__Problem__: Wherever the string "controls" occurs in a line of these records, report that line.
Provided records: Begin
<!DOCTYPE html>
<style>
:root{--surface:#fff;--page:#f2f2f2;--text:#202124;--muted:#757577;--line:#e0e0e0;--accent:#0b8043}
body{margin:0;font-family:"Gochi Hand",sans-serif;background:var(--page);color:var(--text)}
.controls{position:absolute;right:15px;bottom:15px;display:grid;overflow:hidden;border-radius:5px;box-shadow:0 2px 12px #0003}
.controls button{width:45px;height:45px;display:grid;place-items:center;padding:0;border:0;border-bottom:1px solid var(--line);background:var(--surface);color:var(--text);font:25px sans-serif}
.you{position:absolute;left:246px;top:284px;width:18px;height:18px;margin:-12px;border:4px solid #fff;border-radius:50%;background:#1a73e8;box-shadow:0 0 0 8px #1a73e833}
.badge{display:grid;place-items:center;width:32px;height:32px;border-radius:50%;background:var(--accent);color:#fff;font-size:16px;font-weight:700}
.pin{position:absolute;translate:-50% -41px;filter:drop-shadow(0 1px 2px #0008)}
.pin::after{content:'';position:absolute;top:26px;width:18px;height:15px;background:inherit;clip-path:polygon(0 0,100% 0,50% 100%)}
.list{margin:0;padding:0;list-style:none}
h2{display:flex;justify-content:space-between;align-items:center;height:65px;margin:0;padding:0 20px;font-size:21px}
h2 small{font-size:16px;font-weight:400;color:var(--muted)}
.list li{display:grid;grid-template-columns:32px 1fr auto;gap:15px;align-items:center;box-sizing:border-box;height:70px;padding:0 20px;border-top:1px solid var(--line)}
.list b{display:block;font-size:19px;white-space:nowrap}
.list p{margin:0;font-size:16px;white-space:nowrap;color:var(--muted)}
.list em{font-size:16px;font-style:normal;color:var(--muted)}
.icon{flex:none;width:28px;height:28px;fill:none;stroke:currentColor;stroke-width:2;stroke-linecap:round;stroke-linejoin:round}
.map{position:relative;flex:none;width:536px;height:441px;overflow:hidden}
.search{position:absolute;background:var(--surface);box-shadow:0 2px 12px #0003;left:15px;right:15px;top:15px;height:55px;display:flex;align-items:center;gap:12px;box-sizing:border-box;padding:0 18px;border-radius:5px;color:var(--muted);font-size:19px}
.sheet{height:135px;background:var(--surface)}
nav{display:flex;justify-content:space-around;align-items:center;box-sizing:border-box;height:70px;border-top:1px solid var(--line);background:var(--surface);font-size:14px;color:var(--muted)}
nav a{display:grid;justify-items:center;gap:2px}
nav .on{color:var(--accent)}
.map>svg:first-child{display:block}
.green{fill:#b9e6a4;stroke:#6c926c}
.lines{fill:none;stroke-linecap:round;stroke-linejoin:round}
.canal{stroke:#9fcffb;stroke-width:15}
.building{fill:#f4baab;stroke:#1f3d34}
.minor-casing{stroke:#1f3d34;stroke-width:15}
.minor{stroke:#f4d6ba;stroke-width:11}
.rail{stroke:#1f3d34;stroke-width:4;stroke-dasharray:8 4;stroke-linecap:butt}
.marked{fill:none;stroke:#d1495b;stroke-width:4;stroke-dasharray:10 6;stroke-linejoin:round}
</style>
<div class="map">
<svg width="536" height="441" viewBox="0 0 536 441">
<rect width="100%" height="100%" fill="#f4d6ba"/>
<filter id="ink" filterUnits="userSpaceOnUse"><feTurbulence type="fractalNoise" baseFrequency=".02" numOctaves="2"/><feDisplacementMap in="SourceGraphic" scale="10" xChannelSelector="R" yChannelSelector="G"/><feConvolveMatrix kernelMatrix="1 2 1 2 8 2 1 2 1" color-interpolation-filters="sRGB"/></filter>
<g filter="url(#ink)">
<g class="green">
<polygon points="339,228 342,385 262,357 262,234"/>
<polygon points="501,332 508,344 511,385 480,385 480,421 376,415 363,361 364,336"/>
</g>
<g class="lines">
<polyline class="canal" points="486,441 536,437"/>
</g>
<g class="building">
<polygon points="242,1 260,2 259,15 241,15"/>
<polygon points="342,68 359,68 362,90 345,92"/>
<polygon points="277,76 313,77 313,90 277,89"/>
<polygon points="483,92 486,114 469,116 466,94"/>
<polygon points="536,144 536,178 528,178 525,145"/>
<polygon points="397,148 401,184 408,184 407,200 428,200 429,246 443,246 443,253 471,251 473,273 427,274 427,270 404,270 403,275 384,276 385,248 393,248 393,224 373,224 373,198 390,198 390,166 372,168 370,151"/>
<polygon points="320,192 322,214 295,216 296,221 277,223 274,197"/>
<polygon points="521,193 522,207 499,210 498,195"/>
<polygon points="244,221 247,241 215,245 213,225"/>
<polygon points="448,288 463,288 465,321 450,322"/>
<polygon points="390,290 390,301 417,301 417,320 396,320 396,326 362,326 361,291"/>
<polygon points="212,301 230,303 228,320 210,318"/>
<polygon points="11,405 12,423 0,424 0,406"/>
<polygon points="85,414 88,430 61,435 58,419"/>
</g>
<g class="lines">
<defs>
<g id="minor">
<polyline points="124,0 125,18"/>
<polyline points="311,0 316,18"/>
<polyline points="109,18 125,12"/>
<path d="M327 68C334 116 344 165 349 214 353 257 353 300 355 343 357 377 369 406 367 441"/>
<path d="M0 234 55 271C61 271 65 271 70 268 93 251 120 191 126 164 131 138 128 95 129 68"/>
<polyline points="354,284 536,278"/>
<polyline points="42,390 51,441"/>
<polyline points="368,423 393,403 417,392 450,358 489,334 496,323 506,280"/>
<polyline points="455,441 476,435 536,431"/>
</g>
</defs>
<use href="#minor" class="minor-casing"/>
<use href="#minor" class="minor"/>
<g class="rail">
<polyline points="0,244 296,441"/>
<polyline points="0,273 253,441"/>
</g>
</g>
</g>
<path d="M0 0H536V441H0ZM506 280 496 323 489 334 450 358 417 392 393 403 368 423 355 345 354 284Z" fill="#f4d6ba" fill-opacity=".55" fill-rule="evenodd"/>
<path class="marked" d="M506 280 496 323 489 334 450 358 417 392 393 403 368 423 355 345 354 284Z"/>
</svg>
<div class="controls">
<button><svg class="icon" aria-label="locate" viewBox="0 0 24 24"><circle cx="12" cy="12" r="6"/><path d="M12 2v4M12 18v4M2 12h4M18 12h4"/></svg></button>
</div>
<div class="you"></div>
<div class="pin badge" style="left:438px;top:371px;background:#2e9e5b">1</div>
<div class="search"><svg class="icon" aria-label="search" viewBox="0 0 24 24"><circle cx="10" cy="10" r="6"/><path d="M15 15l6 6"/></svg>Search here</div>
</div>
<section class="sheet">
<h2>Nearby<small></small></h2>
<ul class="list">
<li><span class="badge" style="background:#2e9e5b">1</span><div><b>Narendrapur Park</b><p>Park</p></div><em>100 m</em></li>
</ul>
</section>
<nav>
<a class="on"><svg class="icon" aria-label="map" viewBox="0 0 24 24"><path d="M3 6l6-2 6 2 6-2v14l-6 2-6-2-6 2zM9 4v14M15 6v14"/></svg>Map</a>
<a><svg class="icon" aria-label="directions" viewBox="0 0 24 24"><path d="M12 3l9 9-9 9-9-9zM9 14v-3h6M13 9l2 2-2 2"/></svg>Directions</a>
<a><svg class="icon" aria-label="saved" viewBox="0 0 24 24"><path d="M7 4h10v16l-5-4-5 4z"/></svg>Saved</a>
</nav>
Provided records: End
__Problem solution__:
.controls{position:absolute;right:15px;bottom:15px;display:grid;overflow:hidden;border-radius:5px;box-shadow:0 2px 12px #0003}
.controls button{width:45px;height:45px;display:grid;place-items:center;padding:0;border:0;border-bottom:1px solid var(--line);background:var(--surface);color:var(--text);font:25px sans-serif}
<div class="controls">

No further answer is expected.